Die Sache ist ja die, dass es so viele Sachen sind.

Monat: September, 2015

Nephologie

Clouds

Als Mensch, der gern auf Wolken schaut, hat man dieser Tage eine gute Zeit. Wenn man den Kopf in den Nacken legt, sieht es ständig aus, als würde jemand euphorisch Theater spielen, als habe jemand um sich geworfen mit Kissen und Farbe, manchmal, als würde sich jemand versöhnen (mit etwas, mit jemand anderem, mit sich).
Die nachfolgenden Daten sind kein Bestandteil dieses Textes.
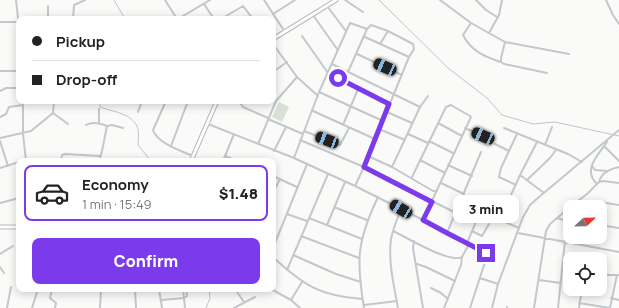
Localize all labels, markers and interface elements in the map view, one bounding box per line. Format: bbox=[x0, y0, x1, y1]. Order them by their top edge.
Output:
text: Pickup bbox=[56, 31, 105, 52]
car bbox=[372, 57, 398, 77]
text: Drop-off bbox=[56, 69, 117, 90]
route start bbox=[329, 69, 347, 87]
car bbox=[470, 126, 496, 146]
car bbox=[314, 130, 340, 150]
text: Economy bbox=[82, 174, 149, 195]
icon: car bbox=[34, 175, 70, 211]
text: $1.48 bbox=[219, 183, 258, 204]
text: 1 min · 15:49 bbox=[82, 195, 152, 213]
callout: 3 min bbox=[453, 195, 519, 223]
car bbox=[388, 198, 414, 220]
text: 3 min bbox=[469, 200, 503, 218]
north arrow bbox=[563, 200, 607, 244]
map controls bbox=[563, 200, 607, 296]
button: Confirm bbox=[32, 238, 260, 284]
route end bbox=[477, 244, 495, 262]
button: locate bbox=[563, 252, 607, 296]

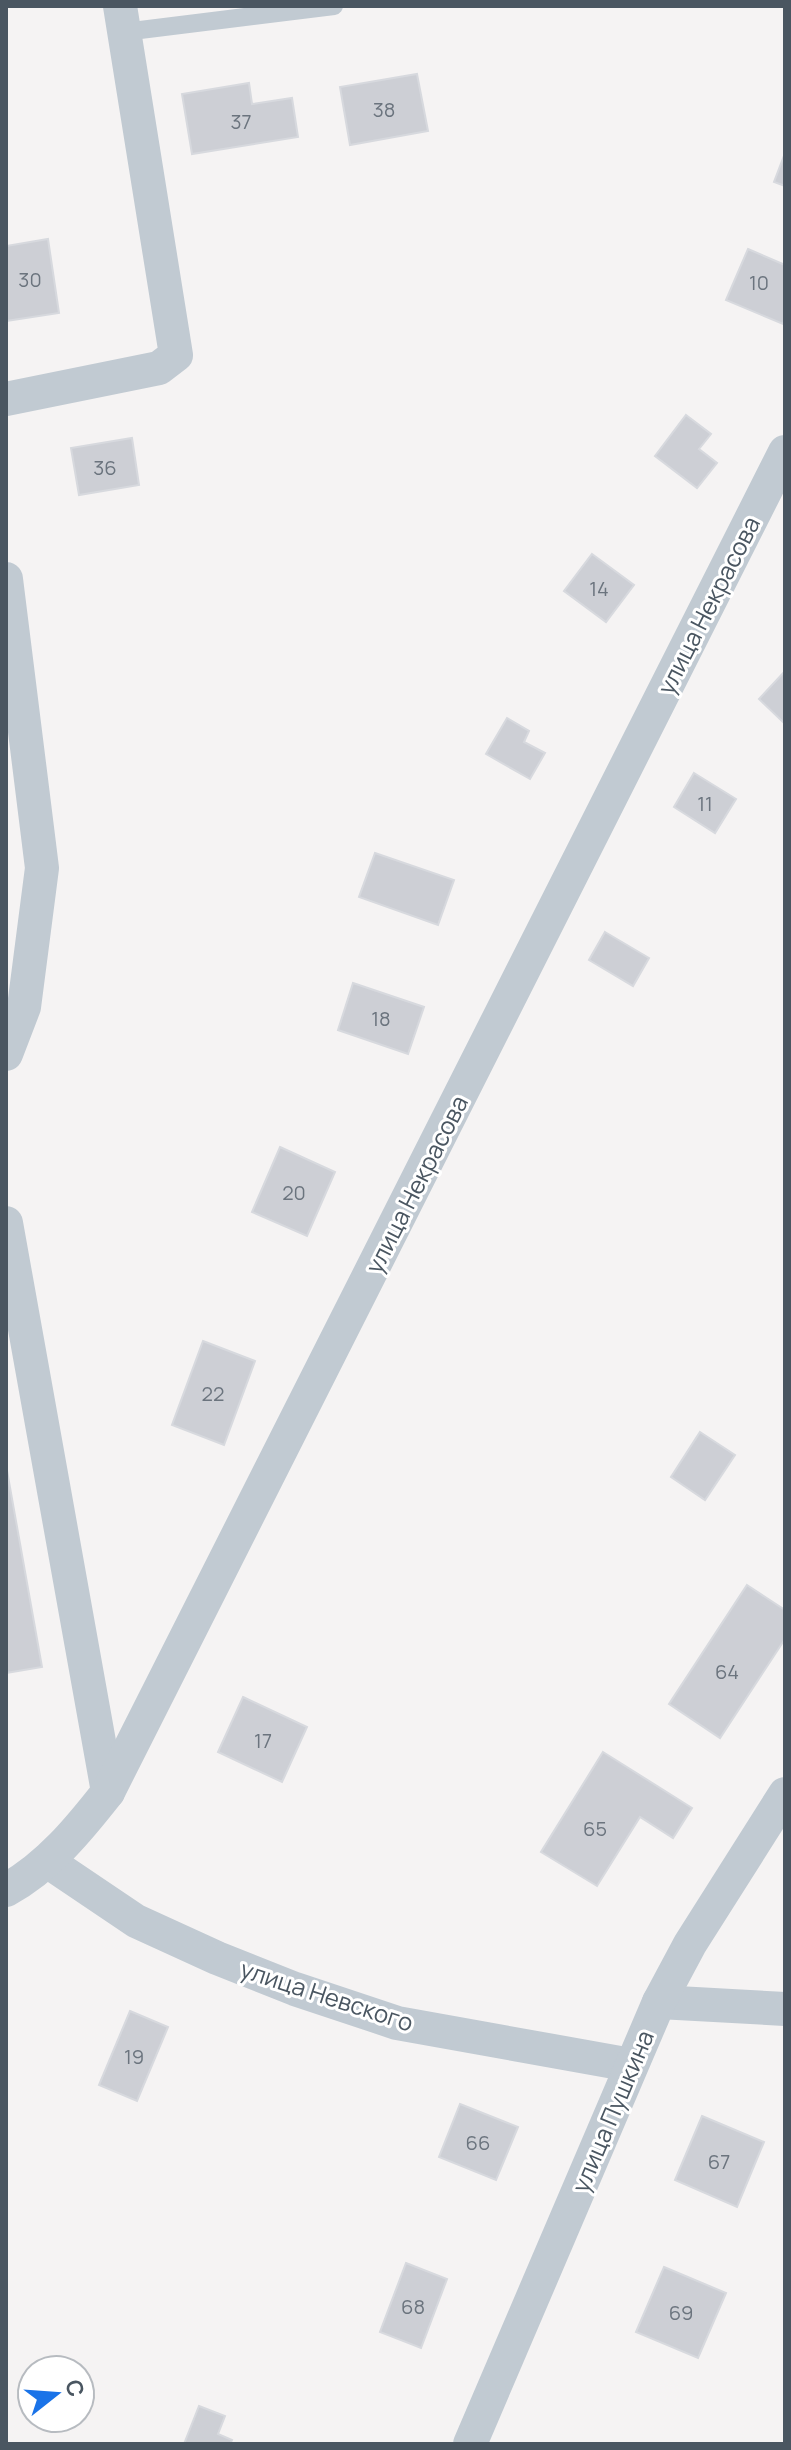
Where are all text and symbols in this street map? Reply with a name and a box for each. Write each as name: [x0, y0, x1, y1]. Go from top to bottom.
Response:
house number: 38: [373, 96, 395, 123]
house number: 37: [230, 108, 252, 135]
house number: 30: [18, 266, 42, 293]
house number: 10: [749, 269, 769, 296]
house number: 36: [93, 454, 117, 481]
street label: улица Некрасова: [649, 510, 767, 700]
house number: 14: [589, 575, 609, 602]
house number: 11: [697, 790, 713, 817]
house number: 18: [371, 1005, 391, 1032]
street label: улица Некрасова: [357, 1089, 475, 1279]
house number: 20: [282, 1179, 306, 1206]
house number: 22: [202, 1380, 224, 1407]
house number: 64: [715, 1658, 739, 1685]
house number: 17: [254, 1727, 272, 1754]
house number: 65: [583, 1815, 607, 1842]
street label: улица Невского: [236, 1951, 418, 2039]
street label: улица Пушкина: [563, 2025, 661, 2197]
house number: 19: [124, 2043, 144, 2070]
house number: 66: [466, 2129, 490, 2156]
house number: 67: [708, 2148, 730, 2175]
house number: 68: [401, 2293, 425, 2320]
house number: 69: [669, 2299, 693, 2326]
north arrow: [16, 2354, 96, 2434]
text: С: [58, 2376, 92, 2400]

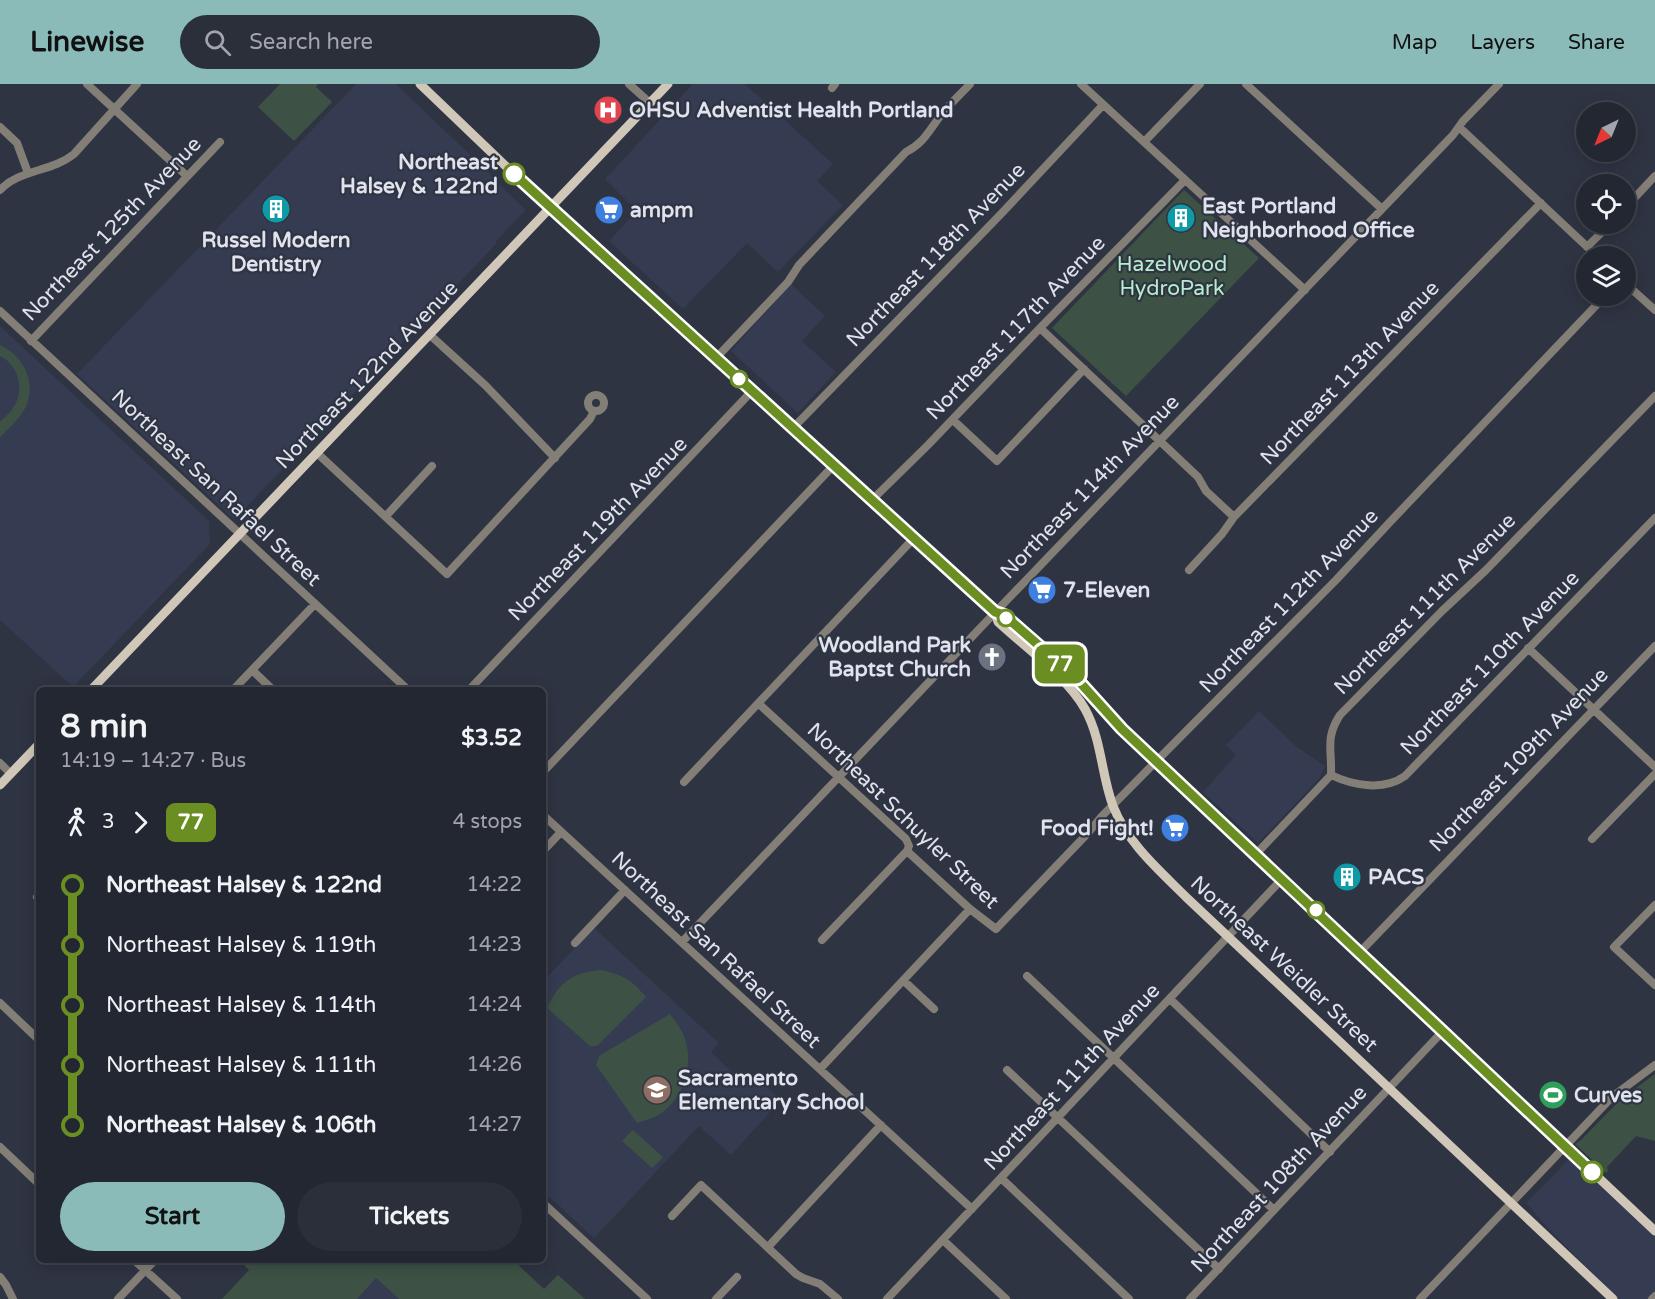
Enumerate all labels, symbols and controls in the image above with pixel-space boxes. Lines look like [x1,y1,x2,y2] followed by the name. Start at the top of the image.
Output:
[180,15,600,69] search box
[30,25,144,59] text: Linewise
[201,26,234,59] icon: search
[249,29,373,55] text: Search here
[1392,30,1437,55] text: Map
[1470,30,1535,55] text: Layers
[1568,30,1625,55] text: Share
[592,94,624,126] hospital icon: OHSU Adventist Health Portland
[629,98,954,123] place label: OHSU Adventist Health Portland
[1576,102,1636,162] north arrow
[1576,102,1636,306] map controls
[17,132,207,326] street label: Northeast 125th Avenue
[340,150,498,199] place label: Northeast Halsey & 122nd
[841,158,1031,352] street label: Northeast 118th Avenue
[503,163,525,185] marker: Northeast Halsey & 122nd
[1576,174,1636,234] button: locate
[260,193,292,225] building icon: Russel Modern Dentistry
[593,194,625,226] supermarket icon: ampm
[1202,194,1415,243] place label: East Portland Neighborhood Office
[630,198,694,223] place label: ampm
[1165,202,1197,234] building icon: East Portland Neighborhood Office
[201,228,351,277] place label: Russel Modern Dentistry
[921,231,1111,425] street label: Northeast 117th Avenue
[1576,246,1636,306] button: layers
[1117,252,1227,301] park label: Hazelwood HydroPark
[271,276,463,474] street label: Northeast 122nd Avenue
[1255,276,1445,470] street label: Northeast 113th Avenue
[730,370,748,388] unlabelled marker
[106,384,326,592] street label: Northeast San Rafael Street
[995,390,1185,584] street label: Northeast 114th Avenue
[503,432,693,626] street label: Northeast 119th Avenue
[1194,504,1384,698] street label: Northeast 112th Avenue
[1329,508,1521,700] street label: Northeast 111th Avenue
[1395,566,1585,760] street label: Northeast 110th Avenue
[1026,574,1058,606] supermarket icon: 7-Eleven
[1063,578,1150,603] place label: 7-Eleven
[997,609,1015,627] unlabelled marker
[819,633,972,682] place label: Woodland Park Baptst Church
[976,641,1008,673] church icon: Woodland Park Baptst Church
[1033,644,1087,684] line badge: 77
[1047,652,1073,677] text: 77
[1424,663,1614,857] street label: Northeast 109th Avenue
[60,707,148,746] text: 8 min
[802,718,1004,914] street label: Northeast Schuyler Street
[461,725,522,751] text: $3.52
[60,749,246,773] text: 14:19 – 14:27 · Bus
[60,806,93,839] icon: walk
[124,806,157,839] icon: forward
[102,810,115,834] text: 3
[178,810,204,835] text: 77
[453,810,522,834] text: 4 stops
[1159,812,1191,844] supermarket icon: Food Fight!
[1040,816,1154,841] place label: Food Fight!
[606,846,826,1054] street label: Northeast San Rafael Street
[1331,861,1363,893] building icon: PACS
[1368,865,1424,890] place label: PACS
[1185,871,1383,1057] street label: Northeast Weidler Street
[106,872,382,898] text: Northeast Halsey & 122nd
[467,873,522,897] text: 14:22
[1307,901,1325,919] unlabelled marker
[106,932,376,958] text: Northeast Halsey & 119th
[467,933,522,957] text: 14:23
[979,978,1165,1176] street label: Northeast 111th Avenue
[106,992,376,1018] text: Northeast Halsey & 114th
[467,993,522,1017] text: 14:24
[106,1052,376,1078] text: Northeast Halsey & 111th
[467,1053,522,1077] text: 14:26
[678,1066,865,1115] place label: Sacramento Elementary School
[641,1074,673,1106] school or university icon: Sacramento Elementary School
[1537,1079,1569,1111] sports icon: Curves
[1186,1080,1372,1278] street label: Northeast 108th Avenue
[1574,1083,1642,1108] place label: Curves
[106,1112,376,1138] text: Northeast Halsey & 106th
[467,1113,522,1137] text: 14:27
[1581,1161,1603,1183] unlabelled marker
[60,1182,285,1251] button: Start
[297,1182,522,1251] button: Tickets

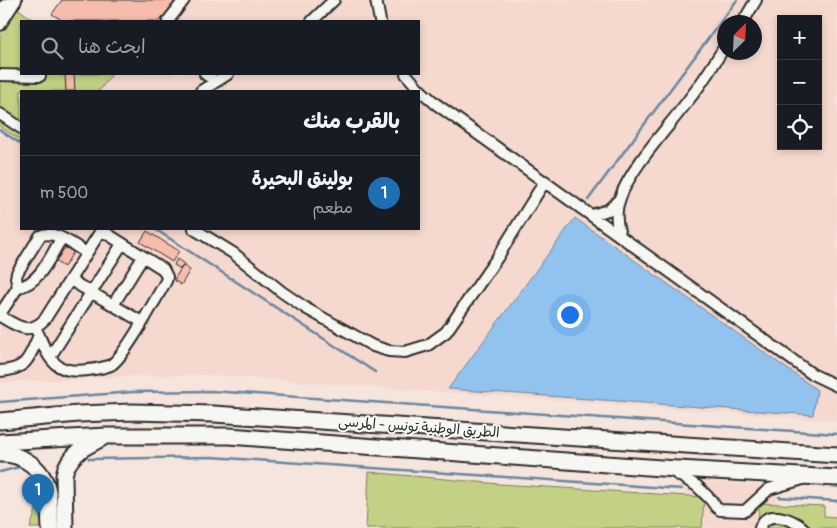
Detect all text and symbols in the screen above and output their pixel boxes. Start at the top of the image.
north arrow [717,15,762,60]
map controls [777,15,822,150]
button: + [777,15,822,60]
search box [20,20,420,75]
icon: search [38,34,66,62]
text: ابحث هنا [78,35,146,59]
button: − [777,60,822,105]
button: locate [777,105,822,150]
text: بالقرب منك [303,108,400,135]
text: بولينق البحيرة [251,167,353,191]
text: 500 m [40,183,88,203]
text: 1 [381,183,387,203]
text: مطعم [313,198,353,218]
your location [557,302,583,328]
street label: الطريق الوطنية تونس - المرسى [338,413,500,441]
pin: 1 [22,474,54,515]

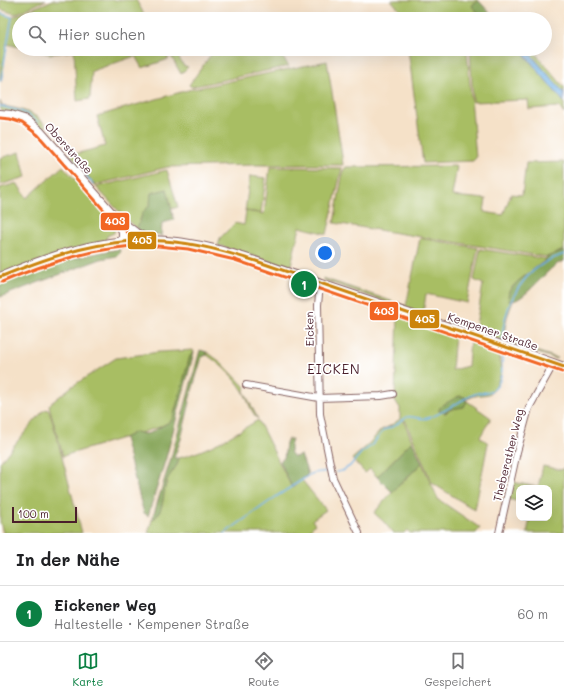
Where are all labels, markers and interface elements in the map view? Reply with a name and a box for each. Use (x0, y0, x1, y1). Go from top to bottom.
search box (12, 12, 552, 56)
icon: search (26, 23, 48, 45)
text: Hier suchen (58, 24, 145, 44)
street label: Oberstraße (42, 119, 96, 177)
line badge: 403 (100, 212, 130, 231)
text: 403 (105, 213, 126, 228)
line badge: 405 (127, 231, 157, 250)
text: 405 (132, 232, 153, 247)
your location (315, 243, 335, 263)
pin: 1 (291, 269, 317, 299)
line badge: 403 (369, 301, 399, 321)
text: 403 (374, 303, 395, 318)
street label: Kempener Straße (446, 308, 541, 354)
line badge: 405 (409, 309, 440, 329)
street label: Eicken (301, 311, 317, 347)
text: 405 (415, 311, 436, 326)
district label: EICKEN (307, 360, 361, 377)
street label: Theberather Weg (489, 407, 527, 503)
map controls (516, 485, 552, 521)
button: layers (516, 485, 552, 521)
scale bar (12, 505, 77, 524)
text: 100 m (18, 506, 49, 521)
text: In der Nähe (16, 548, 120, 570)
text: Eickener Weg (54, 595, 156, 615)
text: 1 (26, 605, 32, 622)
text: 60 m (518, 605, 548, 622)
text: Haltestelle · Kempener Straße (54, 615, 249, 632)
tab: Karte (72, 650, 103, 689)
tab: Route (248, 650, 279, 689)
tab: Gespeichert (424, 650, 492, 689)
Und wenn man nicht, sobald die Häuserfront an einer Kreuzung unterbrochen wird und man direkt in das Orangerotblaulila starrt, das sich zwischen die Fassadenkanten legt, vom Rad steigt, weil man so nicht fahren kann, wenn man sich beeilt, um noch vor Ende dort zu sein, wo keine Häuser sind, dort zu sein, wo man den Himmel nicht nur in Streifen sieht, sondern ausgelassen, wenn man es bis dorthin schafft, bevor das Drama sich wieder verzogen hat, kann man sich hinsetzen und den Kopf auf die Hände stützen und sich fragen, warum man eigentlich nicht raucht, weil das so ein Moment wäre, in dem man eine rauchen und sehr tief einatmen und fühlen könnte, wie das Gefühl, das auf den Zug folgt, sich im Körper verteilt und einen Ort sucht, man kann dann sitzen und trotzdem sehr tief einatmen und wieder ausatmen, vielleicht sogar hörbar, und sich vornehmen, das häufiger zu tun, wieder mehr so zu atmen, dass man es selbst hört, und dann kann man sich sicherer werden in der Vermutung, dass Mittelbarkeit einen hier und da rettet, dass nur etwas passiert, wenn man nicht so nah an allem steht, dass einen nichts mehr streifen kann.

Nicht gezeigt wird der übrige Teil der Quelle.